TASK DETAILS
Output nothing but the lines from the first line of the listing below through the line containing "0 #1b726a) drop-shadow(-2px", printed exactly and free of pictures.

INPUT FOR THIS TASK Block Start

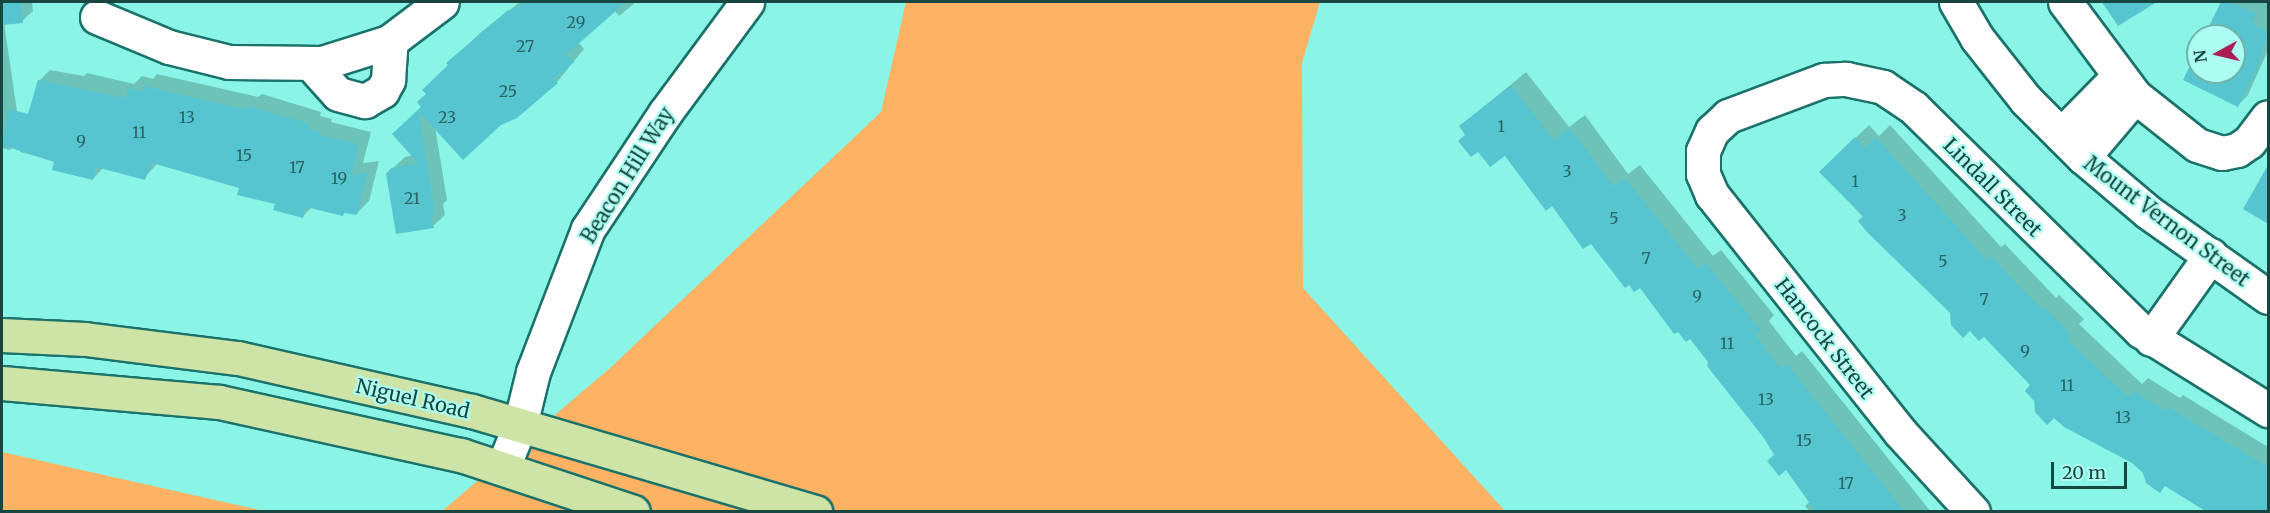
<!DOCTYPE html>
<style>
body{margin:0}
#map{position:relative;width:2270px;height:513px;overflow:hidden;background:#8af4e6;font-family:Merriweather,serif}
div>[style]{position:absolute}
.green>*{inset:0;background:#feb264}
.shadow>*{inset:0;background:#0003}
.building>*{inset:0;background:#57c5d0}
.roads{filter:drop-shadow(2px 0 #1b726a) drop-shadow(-2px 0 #1b726a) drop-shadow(0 2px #1b726a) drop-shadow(0 -2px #1b726a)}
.minor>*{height:33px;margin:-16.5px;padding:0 16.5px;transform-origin:16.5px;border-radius:16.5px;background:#fff}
.major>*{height:33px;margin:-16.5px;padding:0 16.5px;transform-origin:16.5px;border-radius:16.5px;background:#cee3a6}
span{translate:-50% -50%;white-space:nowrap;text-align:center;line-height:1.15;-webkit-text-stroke:4.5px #acfdf2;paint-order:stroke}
.number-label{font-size:16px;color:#286664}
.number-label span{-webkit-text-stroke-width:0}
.street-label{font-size:20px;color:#184640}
.frame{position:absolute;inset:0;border:3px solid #184640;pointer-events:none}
.north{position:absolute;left:2186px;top:24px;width:60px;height:60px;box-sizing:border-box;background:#acfdf2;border:2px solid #71b4ab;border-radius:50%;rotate:262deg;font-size:16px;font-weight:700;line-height:24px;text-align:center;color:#184640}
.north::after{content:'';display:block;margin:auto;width:21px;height:27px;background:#ad1c53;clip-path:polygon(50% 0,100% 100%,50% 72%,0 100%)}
.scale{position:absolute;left:2051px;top:462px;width:76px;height:27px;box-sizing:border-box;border:3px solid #184640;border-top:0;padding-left:8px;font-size:18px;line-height:21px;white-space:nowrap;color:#184640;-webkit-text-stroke:4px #acfdf2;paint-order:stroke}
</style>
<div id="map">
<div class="green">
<div style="clip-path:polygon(906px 2px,1320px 2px,1302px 63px,1303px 288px,1505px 511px,441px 512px,609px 369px,881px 112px)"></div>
<div style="clip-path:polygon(2px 452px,264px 511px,2px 511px)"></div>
</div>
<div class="shadow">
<div style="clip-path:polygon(2px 2px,32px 2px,33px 11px,22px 21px,4px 23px,21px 139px,10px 150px,2px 148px)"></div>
<div style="clip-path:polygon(520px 2px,636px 2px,619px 16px,614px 10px,578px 42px,584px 49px,557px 82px,435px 127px,447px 200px,443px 204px,445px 215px,433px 226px,392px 169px,405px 157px,413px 155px,394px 134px,423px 106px,428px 93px,424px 90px,480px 33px)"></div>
<div style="clip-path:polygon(2102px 2px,2154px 2px,2118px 24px)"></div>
<div style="clip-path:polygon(2223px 2px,2268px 2px,2268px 50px,2248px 95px,2238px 105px,2185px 79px,2198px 52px,2198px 72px,2234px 72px,2234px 36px,2206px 36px)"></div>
<div style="clip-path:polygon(50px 70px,84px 76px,87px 73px,134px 84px,142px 76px,153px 79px,157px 74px,258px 97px,262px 94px,321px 112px,320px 116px,332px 119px,331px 122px,371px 132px,363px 163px,379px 161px,369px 201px,356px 214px,312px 207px,303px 216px,241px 187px,158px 163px,144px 178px,104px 167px,93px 179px,56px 161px,20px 152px,37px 83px)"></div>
<div style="clip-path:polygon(1526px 72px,1569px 127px,1585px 115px,1628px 174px,1640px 165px,1713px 256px,1721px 250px,1774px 315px,1769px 321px,1796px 356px,1802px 351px,1931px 512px,1810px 512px,1805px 506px,1810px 501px,1690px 337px,1505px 154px,1461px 126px)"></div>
<div style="clip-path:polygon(1869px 125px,1879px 136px,1890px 125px,2001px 247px,2005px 244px,2056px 298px,2059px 295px,2084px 319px,2079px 324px,2142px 384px,2148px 378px,2180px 398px,2183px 395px,2268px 447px,2268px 512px,2214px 512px,2145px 472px,2032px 385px,1984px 335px,1952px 312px,1821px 172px)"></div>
<div style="clip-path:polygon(2268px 169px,2268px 222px,2245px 209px)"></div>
</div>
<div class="building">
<div style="clip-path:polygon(2px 2px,21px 2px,23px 23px,2px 25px)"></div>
<div style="clip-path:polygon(524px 2px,626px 2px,567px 54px,574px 62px,554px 79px,558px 83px,517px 118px,501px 125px,463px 160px,419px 112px,435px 213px,431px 214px,434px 228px,396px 234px,386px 174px,391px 168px,418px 163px,392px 134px,421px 107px,417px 102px,426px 94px,422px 90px,448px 65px,446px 63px,508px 10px,511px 12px)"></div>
<div style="clip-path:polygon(2102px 2px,2157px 2px,2118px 26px)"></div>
<div style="clip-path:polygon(2221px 2px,2231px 2px,2257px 14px,2252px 24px,2268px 32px,2258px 66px,2238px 107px,2183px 80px,2198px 49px,2198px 72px,2234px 72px,2234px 36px,2204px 36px)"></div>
<div style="clip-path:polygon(38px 80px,125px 98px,128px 88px,141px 92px,143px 86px,247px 110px,248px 106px,309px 124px,308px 129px,320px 132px,320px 135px,359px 144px,352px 175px,367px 173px,357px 215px,344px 213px,343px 216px,306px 207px,303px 218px,273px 210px,275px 204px,237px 195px,239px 188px,152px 163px,145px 180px,96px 167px,93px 180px,52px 170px,54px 162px,2px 145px,9px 109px,28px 114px)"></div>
<div style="clip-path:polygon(1511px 85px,1554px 140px,1570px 128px,1614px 187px,1625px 178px,1698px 269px,1706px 263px,1761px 330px,1755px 335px,1781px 369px,1787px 364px,1905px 512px,1816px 512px,1786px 470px,1779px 476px,1767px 461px,1774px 455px,1764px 438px,1707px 366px,1708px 362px,1690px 339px,1686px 342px,1678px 332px,1674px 334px,1640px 288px,1634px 292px,1629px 285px,1625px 288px,1591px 244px,1583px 249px,1552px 206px,1546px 211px,1505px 156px,1490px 167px,1478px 152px,1471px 157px,1458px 141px,1465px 135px,1459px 126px)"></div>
<div style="clip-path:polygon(1855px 137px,1865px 148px,1876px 137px,1987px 260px,1991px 256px,2042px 310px,2045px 307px,2071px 334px,2067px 339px,2129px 398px,2134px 391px,2166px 411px,2168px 407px,2268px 467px,2268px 512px,2207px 512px,2165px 486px,2160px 493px,2146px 483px,2143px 473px,2132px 463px,2064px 427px,2054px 418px,2047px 425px,2035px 412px,2034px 401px,2025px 391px,2030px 385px,1984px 337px,1979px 341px,1970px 331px,1963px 338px,1951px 325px,1950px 313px,1867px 232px,1858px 221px,1863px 216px,1819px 172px)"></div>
<div style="clip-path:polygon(2268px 165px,2268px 224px,2243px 209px)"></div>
</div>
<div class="roads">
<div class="minor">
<div style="left:1956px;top:2px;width:42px;rotate:59.7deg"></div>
<div style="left:1977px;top:38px;width:79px;rotate:51.7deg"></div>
<div style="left:2026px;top:100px;width:81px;rotate:45deg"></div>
<div style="left:2083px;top:157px;width:85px;rotate:40.2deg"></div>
<div style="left:2148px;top:212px;width:147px;rotate:35.3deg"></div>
<div style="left:2065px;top:2px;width:117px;rotate:53.3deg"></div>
<div style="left:2135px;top:96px;width:79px;rotate:38.3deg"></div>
<div style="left:2197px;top:145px;width:26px;rotate:18deg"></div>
<div style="left:2222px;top:153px;width:15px;rotate:-11deg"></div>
<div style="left:2237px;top:150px;width:14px;rotate:-34deg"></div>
<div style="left:2249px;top:142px;width:31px;rotate:-53deg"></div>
<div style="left:97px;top:17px;width:78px;rotate:22.6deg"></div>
<div style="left:169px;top:47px;width:62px;rotate:14deg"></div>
<div style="left:229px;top:62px;width:93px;rotate:0.6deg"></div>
<div style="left:322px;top:63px;width:70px;rotate:-17.4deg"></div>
<div style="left:389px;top:42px;width:66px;rotate:-37deg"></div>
<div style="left:311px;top:64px;width:40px;rotate:48deg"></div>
<div style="left:338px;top:94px;width:28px;rotate:15deg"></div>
<div style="left:365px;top:101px;width:20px;rotate:-30deg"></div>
<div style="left:382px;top:91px;width:13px;rotate:-61deg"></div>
<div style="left:388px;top:80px;width:39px;rotate:-86deg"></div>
<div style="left:2061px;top:135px;width:83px;rotate:-45.5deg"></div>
<div style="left:2083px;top:157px;width:80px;rotate:-49.6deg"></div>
<div style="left:2151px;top:339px;width:103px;rotate:-54.5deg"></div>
<div style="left:503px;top:467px;width:45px;rotate:-68deg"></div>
<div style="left:520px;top:425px;width:55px;rotate:-76.2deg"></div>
<div style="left:533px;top:372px;width:153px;rotate:-69deg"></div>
<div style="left:588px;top:229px;width:139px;rotate:-56.4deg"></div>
<div style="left:665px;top:113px;width:138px;rotate:-53.5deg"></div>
<div style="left:1973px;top:512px;width:108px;rotate:-132.4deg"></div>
<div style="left:1900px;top:432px;width:303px;rotate:-128.4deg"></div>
<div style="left:1712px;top:195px;width:23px;rotate:-113deg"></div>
<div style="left:1703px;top:174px;width:23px;rotate:-90deg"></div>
<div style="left:1703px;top:151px;width:22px;rotate:-66deg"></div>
<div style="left:1712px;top:131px;width:22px;rotate:-43deg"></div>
<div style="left:1728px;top:116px;width:103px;rotate:-20.6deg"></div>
<div style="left:1824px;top:80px;width:22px;rotate:-3deg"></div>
<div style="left:1846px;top:79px;width:38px;rotate:12deg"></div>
<div style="left:1883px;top:87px;width:37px;rotate:34deg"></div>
<div style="left:1914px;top:108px;width:318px;rotate:44.5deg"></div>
<div style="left:2141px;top:331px;width:150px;rotate:31.9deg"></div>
</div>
<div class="major">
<div style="left:2px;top:335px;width:83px;rotate:2.8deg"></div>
<div style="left:85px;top:339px;width:154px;rotate:7.1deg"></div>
<div style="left:238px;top:358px;width:240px;rotate:12.8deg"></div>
<div style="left:472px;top:411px;width:358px;rotate:16.4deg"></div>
<div style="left:2px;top:383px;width:218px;rotate:5deg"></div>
<div style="left:219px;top:402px;width:248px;rotate:12.4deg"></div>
<div style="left:461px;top:455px;width:181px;rotate:18.3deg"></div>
</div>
</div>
<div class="number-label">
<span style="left:576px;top:22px">29</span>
<span style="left:525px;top:46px">27</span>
<span style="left:508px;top:91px">25</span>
<span style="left:187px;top:117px">13</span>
<span style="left:447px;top:117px">23</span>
<span style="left:1501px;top:126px">1</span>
<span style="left:139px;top:132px">11</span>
<span style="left:81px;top:141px">9</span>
<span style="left:244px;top:155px">15</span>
<span style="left:297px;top:167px">17</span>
<span style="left:1567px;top:171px">3</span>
<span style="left:339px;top:178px">19</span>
<span style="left:1855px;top:181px">1</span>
<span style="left:412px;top:198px">21</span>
<span style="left:1902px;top:215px">3</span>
<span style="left:1614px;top:218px">5</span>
<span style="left:1646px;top:258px">7</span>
<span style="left:1943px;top:261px">5</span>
<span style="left:1697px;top:296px">9</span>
<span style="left:1984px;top:299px">7</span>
<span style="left:1727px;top:343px">11</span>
<span style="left:2025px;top:351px">9</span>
<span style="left:2067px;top:385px">11</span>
<span style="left:1766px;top:399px">13</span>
<span style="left:2123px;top:417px">13</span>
<span style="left:1804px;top:440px">15</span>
<span style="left:1846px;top:483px">17</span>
</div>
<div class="street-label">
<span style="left:627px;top:175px;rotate:-58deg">Beacon Hill Way</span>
<span style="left:1993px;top:187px;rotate:45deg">Lindall Street</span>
<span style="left:2167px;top:221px;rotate:37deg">Mount Vernon Street</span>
<span style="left:1825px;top:338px;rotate:52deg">Hancock Street</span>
<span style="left:413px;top:398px;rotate:13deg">Niguel Road</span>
</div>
<div class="frame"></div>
<div class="north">N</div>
<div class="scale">20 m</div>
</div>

INPUT FOR THIS TASK Block End

TASK RESULT
<!DOCTYPE html>
<style>
body{margin:0}
#map{position:relative;width:2270px;height:513px;overflow:hidden;background:#8af4e6;font-family:Merriweather,serif}
div>[style]{position:absolute}
.green>*{inset:0;background:#feb264}
.shadow>*{inset:0;background:#0003}
.building>*{inset:0;background:#57c5d0}
.roads{filter:drop-shadow(2px 0 #1b726a) drop-shadow(-2px 0 #1b726a) drop-shadow(0 2px #1b726a) drop-shadow(0 -2px #1b726a)}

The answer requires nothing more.